[Exercise objective] Go over the listing below line by line, and return each one holding the string "position".
..........
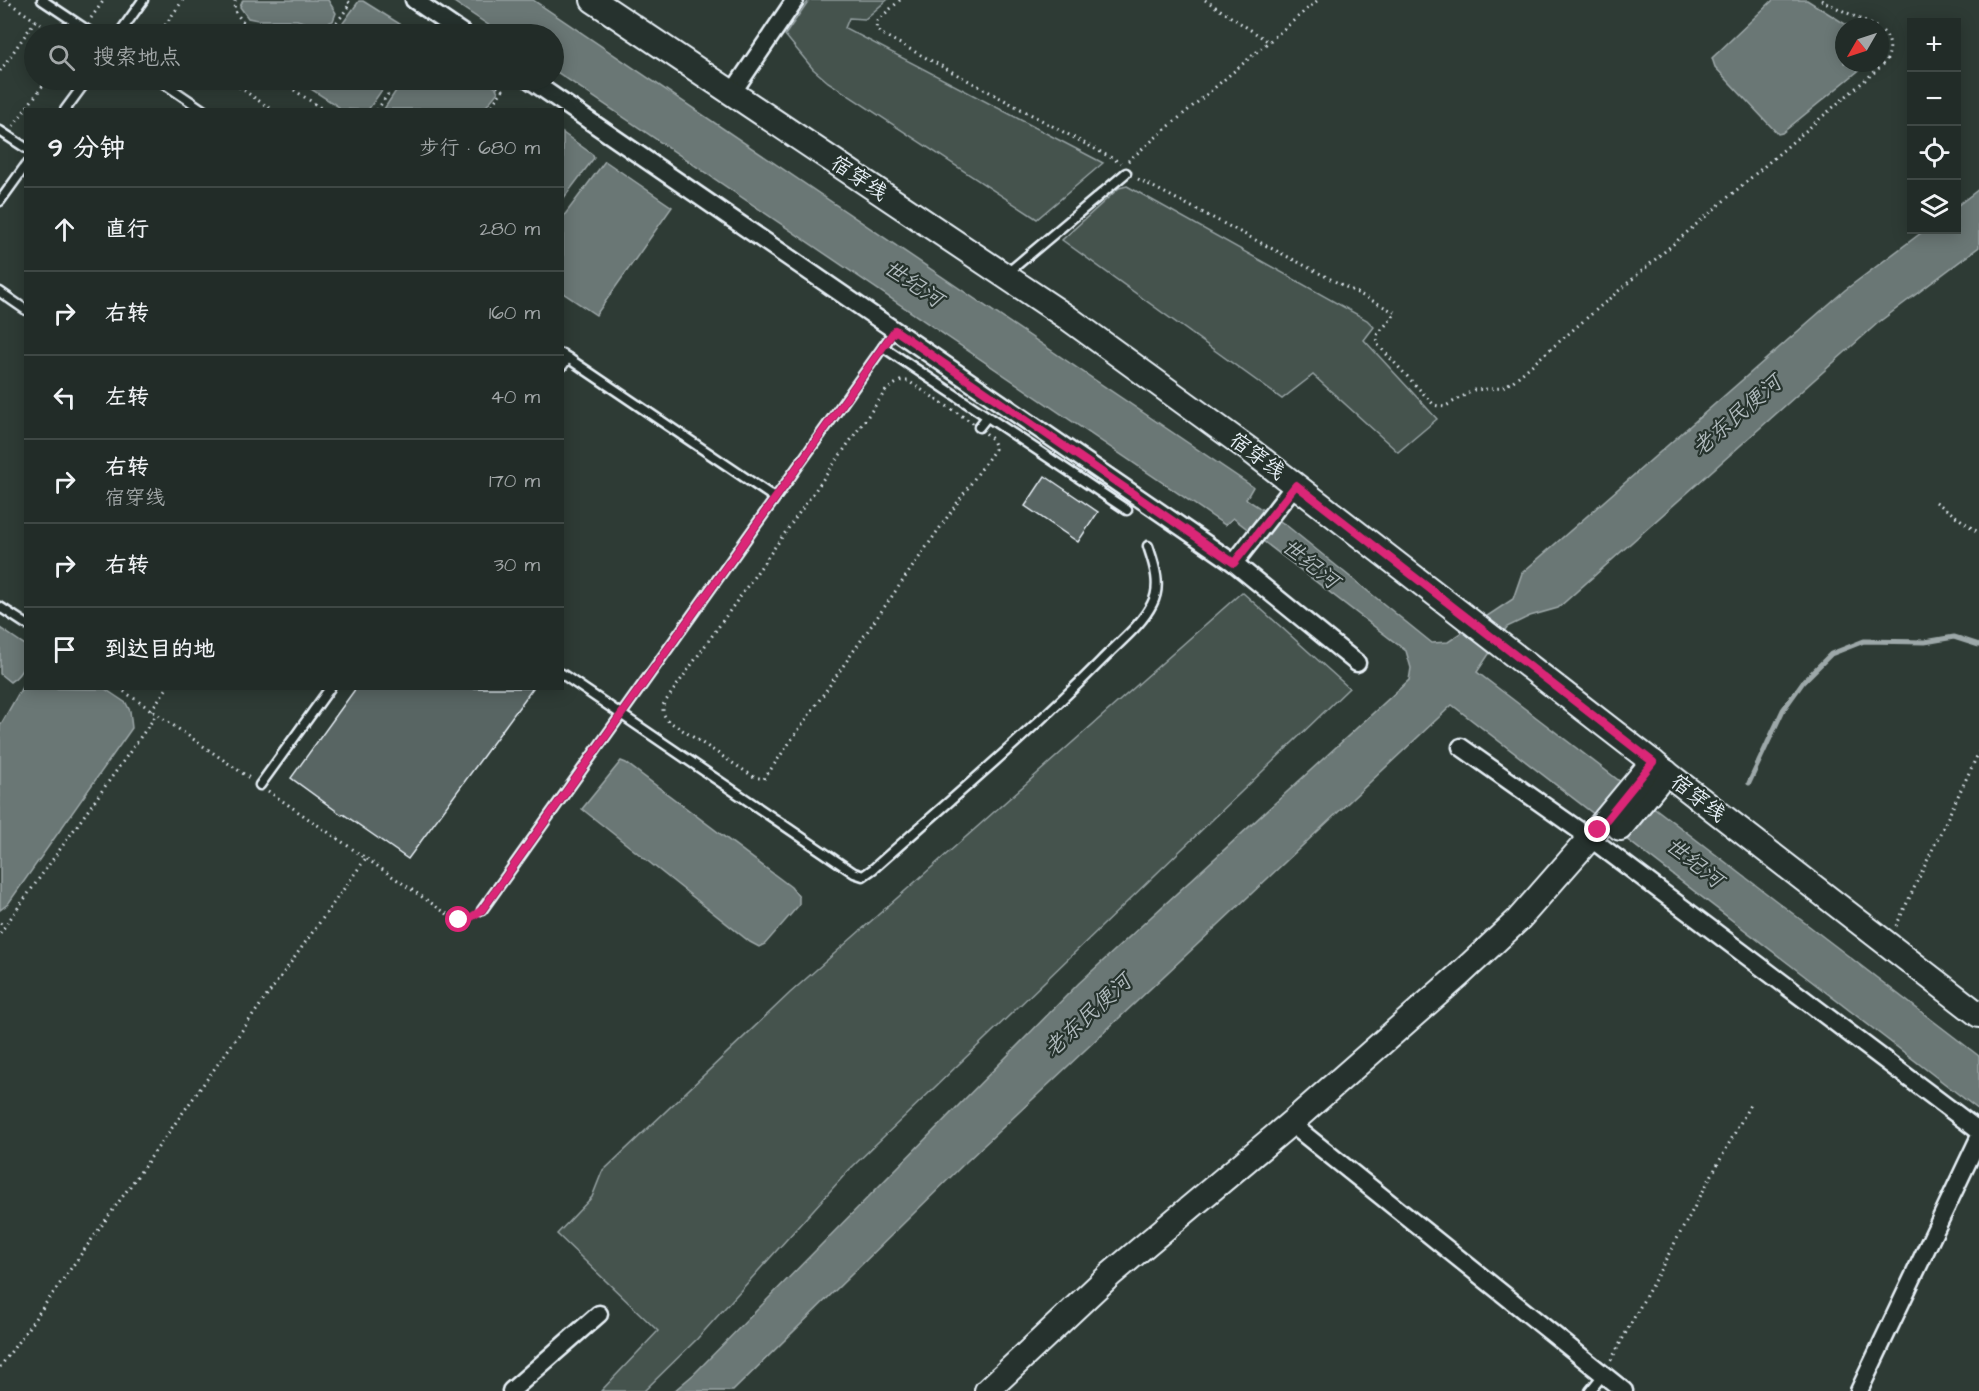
<!DOCTYPE html>
<html lang="zh">
<meta charset="utf-8">
<style>
:root{--surface:#222c28;--page:#2e3834;--text:#f1f3f6;--muted:#a2a7a8;--line:#3f4845}
body{margin:0;font-family:"Architects Daughter","LXGW WenKai TC",sans-serif;background:var(--page);color:var(--text)}
.controls{position:absolute;right:18px;top:18px;display:grid;overflow:hidden;border-radius:0px;box-shadow:0 3px 15px #0003}
.controls button{width:54px;height:54px;display:grid;place-items:center;padding:0;border:0;border-bottom:2px solid var(--line);background:var(--surface);color:var(--text);font:30px sans-serif}
.compass{position:absolute;left:1835px;top:18px;width:54px;height:54px;border-radius:50%;background:var(--surface);box-shadow:0 3px 15px #0003;rotate:231deg}
.stop{position:absolute;width:18px;height:18px;margin:-14px;border:4px solid #db2777;border-radius:50%;background:#fff}
.stop.end{background:#db2777;border-color:#fff;box-shadow:0 2px 6px #0008}
.list{margin:0;padding:0;list-style:none}
h2{display:flex;justify-content:space-between;align-items:center;height:78px;margin:0;padding:0 24px;font-size:26px}
h2 small{font-size:20px;font-weight:400;color:var(--muted)}
.list li{display:grid;grid-template-columns:39px 1fr auto;gap:18px;align-items:center;box-sizing:border-box;height:84px;padding:0 24px;border-top:2px solid var(--line)}
.list b{display:block;font-size:22px;white-space:nowrap}
.list p{margin:0;font-size:20px;white-space:nowrap;color:var(--muted)}
.list em{font-size:20px;font-style:normal;color:var(--muted)}
.icon{flex:none;width:33px;height:33px;fill:none;stroke:currentColor;stroke-width:2;stroke-linecap:round;stroke-linejoin:round}
.map{position:relative;flex:none;width:1979px;height:1391px;overflow:hidden}
.search{position:absolute;background:var(--surface);box-shadow:0 3px 15px #0003;left:24px;top:24px;width:540px;height:66px;display:flex;align-items:center;gap:15px;box-sizing:border-box;padding:0 21px;border-radius:33px;color:var(--muted);font-size:22px}
.panel{position:absolute;background:var(--surface);box-shadow:0 3px 15px #0003;left:24px;top:108px;width:540px;height:582px;border-radius:0px}
.map>svg:first-child{display:block}
</style>
<div class="map">
<svg width="1979" height="1391" viewBox="0 0 1979 1391">
<rect width="100%" height="100%" fill="#2e3b35"/>
<filter id="ink" filterUnits="userSpaceOnUse"><feTurbulence type="fractalNoise" baseFrequency=".0167" numOctaves="2"/><feDisplacementMap in="SourceGraphic" scale="12" xChannelSelector="R" yChannelSelector="G"/><feConvolveMatrix kernelMatrix="1 2 1 2 8 2 1 2 1" color-interpolation-filters="sRGB"/></filter>
<g filter="url(#ink)">
<!-- green -->
<g fill="#45524e" stroke="#96a2a3" stroke-width="1.5">
<path d="M809,0H887L865,19L849,18L845,28L1103,163L1037,219L828,82L813,69L785,35Z"/>
<path d="M1127,186L1367,320L1374,327L1364,340L1437,419L1398,452L1313,375L1282,399L1062,240L1119,188Z"/>
<path d="M1242,592L1349,688L849,1170L697,1339L644,1391H601L658,1331L557,1234L592,1197L602,1172L790,993Z"/>
</g>
<!-- water -->
<g fill="#6b7775" stroke="#9da8a9" stroke-width="1.5">
<path d="M243,0H328L336,13L333,21L318,27L297,20H258L248,18L240,7Z"/>
<path d="M451,0H533L1253,487L1246,499L1286,525L1432,643L1448,642L1513,599L1522,573L1845,290L1925,230H1956L1957,206L1979,189V247L1879,322L1558,608L1530,616L1507,627L1477,672L1979,1056V1110L1452,705L966,1162L733,1391H674L694,1374L1079,983L1409,680L1411,668L1406,651L1233,518L1225,525L554,70V34H502Z"/>
<path d="M1773,0H1807L1850,27H1844V63H1868L1782,133L1778,134L1715,67L1712,58Z"/>
<path d="M359,1H363L416,34H335Z"/>
<path d="M297,80H389L368,110L338,109L339,107Z"/>
<path d="M403,80H484L496,88L498,92L484,109H384Z"/>
<path d="M563,133L592,154L594,158L563,199Z"/>
<path d="M605,161L672,207L596,315L563,293V217Z"/>
<path d="M0,628L25,645C26,660 25,673 10,682L0,674Z"/>
<path d="M25,682L26,688L105,689L126,703L130,711L132,728L8,904L0,910V726Z"/>
<path d="M621,761L626,763L791,887L799,897V905L765,944L759,947L750,942L582,809Z"/>
</g>
<g fill="none" stroke-linecap="round" stroke-linejoin="round">
<!-- stream -->
<path stroke="#9da8a9" stroke-width="5" d="M1749,783L1783,710L1803,682L1831,654L1864,641L1925,642L1954,637L1979,645"/>
</g>
<!-- building -->
<g fill="#596563" stroke="#e8f1f8" stroke-width="1.5">
<path d="M1045,476L1098,512L1078,542L1025,506Z"/>
<path d="M356,688H533L408,859L343,814L342,815L291,778Z"/>
</g>
<g fill="none" stroke-linecap="round" stroke-linejoin="round">
<defs>
<g id="lane">
<path d="M42,0L93,34"/>
<path d="M119,34L143,0"/>
<path d="M159,80L203,110"/>
<path d="M65,110L87,80"/>
<path d="M0,131L26,148"/>
<path d="M0,201L26,165"/>
<path d="M1005,275L1126,173"/>
<path d="M0,292L26,310"/>
<path d="M883,347L1127,510"/>
<path d="M562,354L775,498"/>
<path d="M562,366L568,358"/>
<path d="M979,427L987,417"/>
<path d="M0,607L26,624"/>
<path d="M562,674L854,873L863,876L873,869C949,801 1028,735 1100,662C1117,644 1141,626 1152,604C1162,586 1154,564 1148,546"/>
<path d="M260,785L330,688"/>
<path d="M482,910L895,330"/>
<path d="M1590,1391L1603,1375"/>
</g>
<g id="street">
<path d="M414,0L464,34"/>
<path d="M530,80L1234,563L1357,663"/>
<path d="M732,93L795,0"/>
<path d="M1234,563L1295,485"/>
<path d="M1461,747L1590,838L1979,1131"/>
<path d="M1292,1122L1300,1131L1624,1391"/>
<path d="M511,1391L599,1314"/>
<path d="M1859,1391L1979,1138"/>
</g>
<g id="secondary">
<path d="M593,0L1068,318L1251,451L1979,1015"/>
<path d="M1620,828L1666,772"/>
<path d="M987,1391L1111,1274L1292,1122L1458,976L1518,920L1590,838L1653,762"/>
</g>
</defs>
<!-- lane casing -->
<use href="#lane" stroke="#e8f1f8" stroke-width="13"/>
<!-- street casing -->
<use href="#street" stroke="#e8f1f8" stroke-width="21"/>
<!-- secondary casing -->
<use href="#secondary" stroke="#e8f1f8" stroke-width="28"/>
<!-- path -->
<g stroke="#e8f1f8" stroke-width="3" stroke-dasharray="1.5 4.5" stroke-linecap="butt">
<path d="M5,0L55,34"/>
<path d="M235,0L234,10L242,21L265,34"/>
<path d="M900,0L877,21L876,28L880,33L1121,163"/>
<path d="M1205,0L1269,42"/>
<path d="M1821,0L1876,27"/>
<path d="M91,18L104,0"/>
<path d="M165,34L161,31L183,0"/>
<path d="M271,34L275,28C317,29 325,46 350,3L346,0"/>
<path d="M0,71L35,21"/>
<path d="M229,80L272,110"/>
<path d="M279,80L324,110"/>
<path d="M487,80L503,90L488,110"/>
<path d="M240,87L245,80"/>
<path d="M377,110L398,80"/>
<path d="M13,126L47,80"/>
<path d="M1128,161L1318,0"/>
<path d="M1138,179L1396,313L1377,335L1378,345L1434,405L1444,407L1474,390L1501,388L1512,382L1885,63C1892,50 1892,39 1880,29"/>
<path d="M900,381H908L979,427L992,439L995,449L764,779L754,777L667,720L663,713V705L887,389Z"/>
<path d="M1936,502L1979,533"/>
<path d="M119,688L251,779"/>
<path d="M151,710L167,688"/>
<path d="M268,791L450,916L467,920L473,917"/>
<path d="M0,923L5,926"/>
<path d="M1896,926L1979,752"/>
<path d="M0,933L157,714"/>
<path d="M1611,1360L1750,1105"/>
<path d="M0,1367L366,858"/>
</g>
<!-- lane -->
<use href="#lane" stroke="#26332d" stroke-width="8"/>
<!-- street -->
<use href="#street" stroke="#26332d" stroke-width="16"/>
<!-- secondary -->
<use href="#secondary" stroke="#26332d" stroke-width="24"/>
</g>
</g>
<g fill="none" stroke-linecap="round" stroke-linejoin="round" filter="url(#ink)">
<!-- route -->
<path stroke="#db2777" stroke-width="8" d="M459,920H467L482,910L895,330L1234,563L1296,485L1653,762L1598,830"/>
</g>
<g text-anchor="middle" dominant-baseline="central" stroke-width="4.5" stroke-linejoin="round" paint-order="stroke">
<!-- street labels -->
<g font-size="21" fill="#e8f1f8" stroke="#26332d">
<text transform="translate(859 178) rotate(34)">宿穿线</text>
<text transform="translate(1257 456) rotate(37)">宿穿线</text>
<text transform="translate(1698 798) rotate(38)">宿穿线</text>
</g>
<!-- water labels -->
<g font-size="22" font-style="italic" fill="#b0babd" stroke="#26332d">
<text transform="translate(913 284) rotate(34)">世纪河</text>
<text transform="translate(1737 416) rotate(-41)">老东民便河</text>
<text transform="translate(1310 564) rotate(38)">世纪河</text>
<text transform="translate(1694 863) rotate(38)">世纪河</text>
<text transform="translate(1088 1016) rotate(-43)">老东民便河</text>
</g>
</g>
</svg>
<div class="controls">
<button>+</button>
<button>−</button>
<button><svg class="icon" aria-label="locate" viewBox="0 0 24 24"><circle cx="12" cy="12" r="6"/><path d="M12 2v4M12 18v4M2 12h4M18 12h4"/></svg></button>
<button><svg class="icon" aria-label="layers" viewBox="0 0 24 24"><path d="M12 4l9 5-9 5-9-5zM3 14l9 5 9-5"/></svg></button>
</div>
<svg class="compass" viewBox="-18 -18 36 36"><path d="M0-13l5 13h-10z" fill="#e53935"/><path d="M0 13l5-13h-10z" fill="#a2a7a8"/></svg>
<div class="stop" style="left:459px;top:920px"></div>
<div class="stop end" style="left:1598px;top:830px"></div>
<div class="search"><svg class="icon" aria-label="search" viewBox="0 0 24 24"><circle cx="10" cy="10" r="6"/><path d="M15 15l6 6"/></svg>搜索地点</div>
<section class="panel">
<h2>9 分钟<small>步行 · 680 m</small></h2>
<ul class="list">
<li><svg class="icon" aria-label="ahead" viewBox="0 0 24 24"><path d="M12 20V5M6 11l6-6 6 6"/></svg><div><b>直行</b></div><em>280 m</em></li>
<li><svg class="icon" aria-label="right" viewBox="0 0 24 24"><path d="M7 20v-9h11M14 6l5 5-5 5"/></svg><div><b>右转</b></div><em>160 m</em></li>
<li><svg class="icon" aria-label="left" viewBox="0 0 24 24"><path d="M17 20v-9H6M10 6l-5 5 5 5"/></svg><div><b>左转</b></div><em>40 m</em></li>
<li><svg class="icon" aria-label="right" viewBox="0 0 24 24"><path d="M7 20v-9h11M14 6l5 5-5 5"/></svg><div><b>右转</b><p>宿穿线</p></div><em>170 m</em></li>
<li><svg class="icon" aria-label="right" viewBox="0 0 24 24"><path d="M7 20v-9h11M14 6l5 5-5 5"/></svg><div><b>右转</b></div><em>30 m</em></li>
<li><svg class="icon" aria-label="arrive" viewBox="0 0 24 24"><path d="M6 21V4h12l-3 4 3 4H6"/></svg><div><b>到达目的地</b></div></li>
</ul>
</section>
</div>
..........
[The answer]
.controls{position:absolute;right:18px;top:18px;display:grid;overflow:hidden;border-radius:0px;box-shadow:0 3px 15px #0003}
.compass{position:absolute;left:1835px;top:18px;width:54px;height:54px;border-radius:50%;background:var(--surface);box-shadow:0 3px 15px #0003;rotate:231deg}
.stop{position:absolute;width:18px;height:18px;margin:-14px;border:4px solid #db2777;border-radius:50%;background:#fff}
.map{position:relative;flex:none;width:1979px;height:1391px;overflow:hidden}
.search{position:absolute;background:var(--surface);box-shadow:0 3px 15px #0003;left:24px;top:24px;width:540px;height:66px;display:flex;align-items:center;gap:15px;box-sizing:border-box;padding:0 21px;border-radius:33px;color:var(--muted);font-size:22px}
.panel{position:absolute;background:var(--surface);box-shadow:0 3px 15px #0003;left:24px;top:108px;width:540px;height:582px;border-radius:0px}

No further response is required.